Try it: Output exactly the first line of the listing and each line after it, through the line that contains "Read the picture"; add nothing else.

Dataset records:

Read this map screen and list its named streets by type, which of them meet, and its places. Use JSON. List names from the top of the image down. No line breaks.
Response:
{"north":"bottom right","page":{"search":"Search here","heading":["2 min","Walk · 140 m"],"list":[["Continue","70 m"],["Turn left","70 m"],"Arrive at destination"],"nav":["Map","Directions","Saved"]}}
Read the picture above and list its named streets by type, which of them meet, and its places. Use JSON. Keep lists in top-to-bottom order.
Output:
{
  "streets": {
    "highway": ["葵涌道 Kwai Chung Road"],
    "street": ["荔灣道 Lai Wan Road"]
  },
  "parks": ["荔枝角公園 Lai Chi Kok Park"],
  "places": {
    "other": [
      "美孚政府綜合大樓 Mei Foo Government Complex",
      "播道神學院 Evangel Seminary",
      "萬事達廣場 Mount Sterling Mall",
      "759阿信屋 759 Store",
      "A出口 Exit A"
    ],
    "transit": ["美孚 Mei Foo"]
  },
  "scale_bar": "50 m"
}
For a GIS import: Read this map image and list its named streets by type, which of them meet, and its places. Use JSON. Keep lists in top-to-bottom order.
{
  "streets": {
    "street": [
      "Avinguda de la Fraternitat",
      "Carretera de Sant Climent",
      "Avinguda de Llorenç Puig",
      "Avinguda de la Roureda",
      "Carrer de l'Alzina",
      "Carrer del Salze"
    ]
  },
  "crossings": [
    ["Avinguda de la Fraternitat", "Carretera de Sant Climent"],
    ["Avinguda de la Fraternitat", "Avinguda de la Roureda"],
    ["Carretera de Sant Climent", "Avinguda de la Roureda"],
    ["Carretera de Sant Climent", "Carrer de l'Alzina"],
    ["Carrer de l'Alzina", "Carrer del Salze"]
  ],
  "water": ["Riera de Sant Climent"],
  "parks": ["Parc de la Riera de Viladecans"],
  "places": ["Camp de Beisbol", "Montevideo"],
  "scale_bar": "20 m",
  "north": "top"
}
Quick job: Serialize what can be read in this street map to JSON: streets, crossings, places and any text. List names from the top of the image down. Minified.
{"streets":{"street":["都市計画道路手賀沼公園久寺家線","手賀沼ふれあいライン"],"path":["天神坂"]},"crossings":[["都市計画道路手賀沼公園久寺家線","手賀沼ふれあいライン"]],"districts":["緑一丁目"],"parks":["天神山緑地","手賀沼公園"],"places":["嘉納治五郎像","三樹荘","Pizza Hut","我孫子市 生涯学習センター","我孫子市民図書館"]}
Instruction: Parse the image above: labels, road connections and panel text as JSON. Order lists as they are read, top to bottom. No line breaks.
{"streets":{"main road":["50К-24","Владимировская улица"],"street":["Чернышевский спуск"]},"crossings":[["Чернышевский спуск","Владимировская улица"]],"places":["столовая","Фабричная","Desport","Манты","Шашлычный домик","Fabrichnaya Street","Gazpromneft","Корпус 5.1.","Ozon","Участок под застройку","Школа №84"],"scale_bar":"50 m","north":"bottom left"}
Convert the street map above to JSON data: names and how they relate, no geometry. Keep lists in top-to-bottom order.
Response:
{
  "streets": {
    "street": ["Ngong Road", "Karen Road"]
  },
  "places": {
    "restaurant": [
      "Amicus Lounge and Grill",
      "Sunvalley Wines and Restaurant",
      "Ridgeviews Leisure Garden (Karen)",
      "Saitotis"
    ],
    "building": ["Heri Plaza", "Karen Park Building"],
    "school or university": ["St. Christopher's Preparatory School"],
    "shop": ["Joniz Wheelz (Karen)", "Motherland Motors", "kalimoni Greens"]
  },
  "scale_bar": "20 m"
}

Solution:
Read this map screen and list its named streets by type, which of them meet, and its places. Use JSON. List names from the top of the image down. No line breaks.
Response:
{"north":"bottom right","page":{"search":"Search here","heading":["2 min","Walk · 140 m"],"list":[["Continue","70 m"],["Turn left","70 m"],"Arrive at destination"],"nav":["Map","Directions","Saved"]}}
Read the picture above and list its named streets by type, which of them meet, and its places. Use JSON. Keep lists in top-to-bottom order.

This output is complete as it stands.